WORK TO COMPLETE => Your answer should consist of every line in the records that holds "Villys".

━━━ DATA EXTRACT ━━━

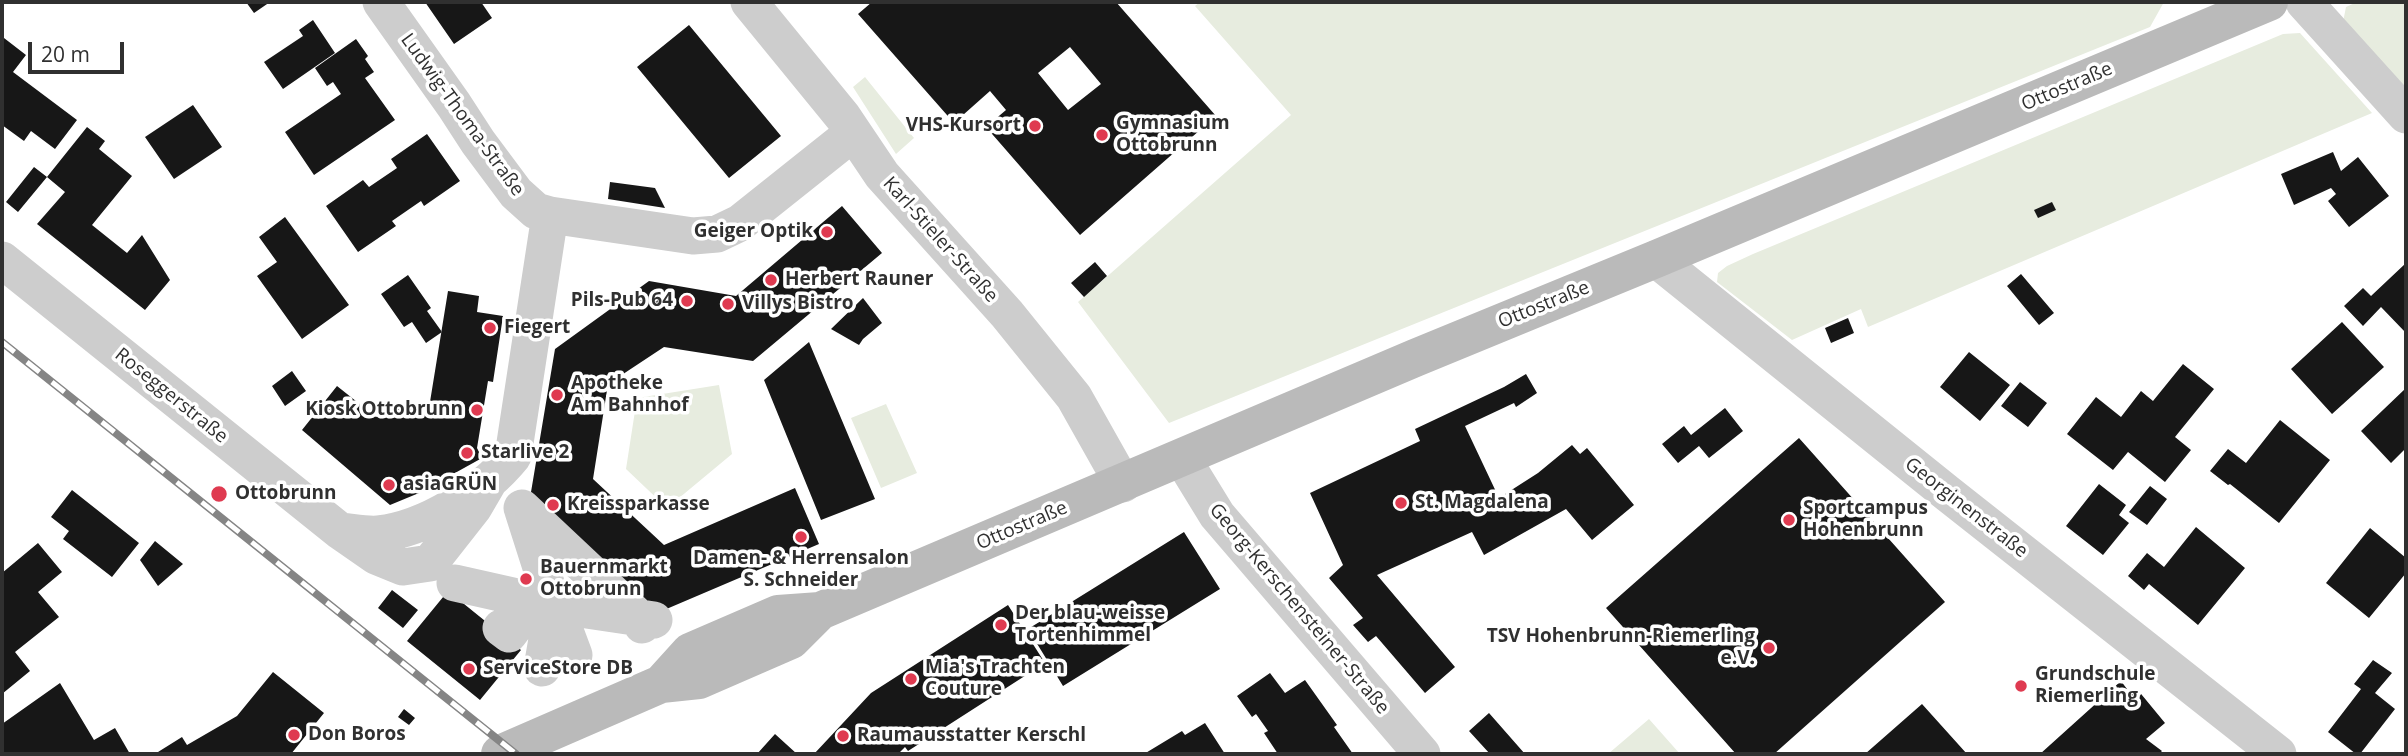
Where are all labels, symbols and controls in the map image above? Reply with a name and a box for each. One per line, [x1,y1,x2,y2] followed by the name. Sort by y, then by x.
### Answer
[32,28,128,72] scale bar
[395,29,529,201] street label: Ludwig-Thoma-Straße
[41,40,90,68] text: 20 m
[2018,58,2116,116] street label: Ottostraße
[1116,113,1230,157] place label: Gymnasium Ottobrunn
[906,115,1021,137] place label: VHS-Kursort
[1027,118,1043,134] marker: VHS-Kursort
[1094,127,1110,143] marker: Gymnasium Ottobrunn
[878,173,1002,307] street label: Karl-Stieler-Straße
[694,221,813,243] place label: Geiger Optik
[819,224,835,240] marker: Geiger Optik
[785,269,933,291] place label: Herbert Rauner
[763,272,779,288] marker: Herbert Rauner
[1495,276,1593,334] street label: Ottostraße
[571,290,673,312] place label: Pils-Pub 64
[679,293,695,309] marker: Pils-Pub 64
[742,293,854,315] place label: Villys Bistro
[720,296,736,312] marker: Villys Bistro
[504,317,570,339] place label: Fiegert
[482,320,498,336] marker: Fiegert
[110,344,232,448] street label: Roseggerstraße
[571,373,689,417] place label: Apotheke Am Bahnhof
[549,387,565,403] marker: Apotheke Am Bahnhof
[305,399,463,421] place label: Kiosk Ottobrunn
[469,402,485,418] marker: Kiosk Ottobrunn
[481,442,569,464] place label: Starlive 2
[459,445,475,461] marker: Starlive 2
[1900,453,2032,563] street label: Georginenstraße
[403,474,497,496] place label: asiaGRÜN
[381,477,397,493] marker: asiaGRÜN
[235,483,336,505] place label: Ottobrunn
[209,484,229,504] marker: Ottobrunn
[1415,492,1549,514] place label: St. Magdalena
[567,494,710,516] place label: Kreissparkasse
[1393,495,1409,511] marker: St. Magdalena
[545,497,561,513] marker: Kreissparkasse
[973,497,1071,555] street label: Ottostraße
[1803,498,1928,542] place label: Sportcampus Hohenbrunn
[1204,499,1394,719] street label: Georg-Kerschensteiner-Straße
[1781,512,1797,528] marker: Sportcampus Hohenbrunn
[793,529,809,545] marker: Damen- & Herrensalon S. Schneider
[693,548,909,592] place label: Damen- & Herrensalon S. Schneider
[540,557,668,601] place label: Bauernmarkt Ottobrunn
[518,571,534,587] marker: Bauernmarkt Ottobrunn
[1015,603,1165,647] place label: Der blau-weisse Tortenhimmel
[993,617,1009,633] marker: Der blau-weisse Tortenhimmel
[1487,626,1755,670] place label: TSV Hohenbrunn-Riemerling e.V.
[1761,640,1777,656] marker: TSV Hohenbrunn-Riemerling e.V.
[925,657,1065,701] place label: Mia's Trachten Couture
[483,658,633,680] place label: ServiceStore DB
[461,661,477,677] marker: ServiceStore DB
[2035,664,2156,708] place label: Grundschule Riemerling
[903,671,919,687] marker: Mia's Trachten Couture
[2013,678,2029,694] marker: Grundschule Riemerling
[308,724,406,746] place label: Don Boros
[857,725,1086,747] place label: Raumausstatter Kerschl
[286,727,302,743] marker: Don Boros
[835,728,851,744] marker: Raumausstatter Kerschl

━━━

YOUR RESPONSE =>
[742,293,854,315] place label: Villys Bistro
[720,296,736,312] marker: Villys Bistro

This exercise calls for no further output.